(Records excerpted from a collection)
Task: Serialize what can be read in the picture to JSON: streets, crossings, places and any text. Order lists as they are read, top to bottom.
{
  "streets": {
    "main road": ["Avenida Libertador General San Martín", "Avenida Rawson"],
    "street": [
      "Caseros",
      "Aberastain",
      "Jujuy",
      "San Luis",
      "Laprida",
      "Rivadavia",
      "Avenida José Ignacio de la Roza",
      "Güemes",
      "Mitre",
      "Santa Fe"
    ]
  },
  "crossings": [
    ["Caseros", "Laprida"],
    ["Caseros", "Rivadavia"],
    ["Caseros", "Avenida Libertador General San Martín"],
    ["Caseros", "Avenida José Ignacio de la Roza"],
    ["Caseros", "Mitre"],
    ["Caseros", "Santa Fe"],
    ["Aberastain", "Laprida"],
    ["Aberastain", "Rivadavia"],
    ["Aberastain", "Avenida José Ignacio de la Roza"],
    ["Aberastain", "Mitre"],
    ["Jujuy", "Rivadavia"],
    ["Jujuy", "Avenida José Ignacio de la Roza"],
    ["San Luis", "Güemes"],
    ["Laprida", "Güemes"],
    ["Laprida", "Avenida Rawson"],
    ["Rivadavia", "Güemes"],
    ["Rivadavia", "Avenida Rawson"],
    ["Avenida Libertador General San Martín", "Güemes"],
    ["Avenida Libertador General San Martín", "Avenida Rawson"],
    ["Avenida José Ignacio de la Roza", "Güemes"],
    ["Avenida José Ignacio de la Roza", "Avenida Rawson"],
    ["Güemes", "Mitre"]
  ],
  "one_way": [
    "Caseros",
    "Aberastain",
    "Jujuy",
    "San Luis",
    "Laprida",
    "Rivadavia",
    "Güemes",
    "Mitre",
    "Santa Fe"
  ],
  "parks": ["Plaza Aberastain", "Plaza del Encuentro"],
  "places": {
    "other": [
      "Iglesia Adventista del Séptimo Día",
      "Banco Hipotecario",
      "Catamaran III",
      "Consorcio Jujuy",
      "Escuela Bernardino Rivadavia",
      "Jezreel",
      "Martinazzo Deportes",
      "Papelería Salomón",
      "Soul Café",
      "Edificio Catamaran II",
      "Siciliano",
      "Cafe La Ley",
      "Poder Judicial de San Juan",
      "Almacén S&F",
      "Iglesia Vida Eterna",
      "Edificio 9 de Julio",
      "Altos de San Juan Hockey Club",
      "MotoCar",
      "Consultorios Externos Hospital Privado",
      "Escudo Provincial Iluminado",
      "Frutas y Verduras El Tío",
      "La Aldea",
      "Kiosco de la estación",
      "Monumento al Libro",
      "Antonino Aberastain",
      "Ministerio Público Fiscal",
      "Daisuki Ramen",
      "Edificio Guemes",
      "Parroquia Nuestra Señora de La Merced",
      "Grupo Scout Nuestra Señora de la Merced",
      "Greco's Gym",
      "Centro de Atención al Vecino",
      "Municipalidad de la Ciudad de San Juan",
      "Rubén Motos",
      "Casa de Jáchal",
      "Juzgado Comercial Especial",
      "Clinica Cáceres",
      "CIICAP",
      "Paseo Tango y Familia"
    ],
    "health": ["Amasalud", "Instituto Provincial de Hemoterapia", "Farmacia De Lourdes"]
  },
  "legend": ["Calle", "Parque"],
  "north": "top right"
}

> _ACTION ITEM_: Copy every line in the data above that has the string "Aberastain" in it.

> _ANSWER TO THIS PROBLEM_:
      "Aberastain",
    ["Aberastain", "Laprida"],
    ["Aberastain", "Rivadavia"],
    ["Aberastain", "Avenida José Ignacio de la Roza"],
    ["Aberastain", "Mitre"],
    "Aberastain",
  "parks": ["Plaza Aberastain", "Plaza del Encuentro"],
      "Antonino Aberastain",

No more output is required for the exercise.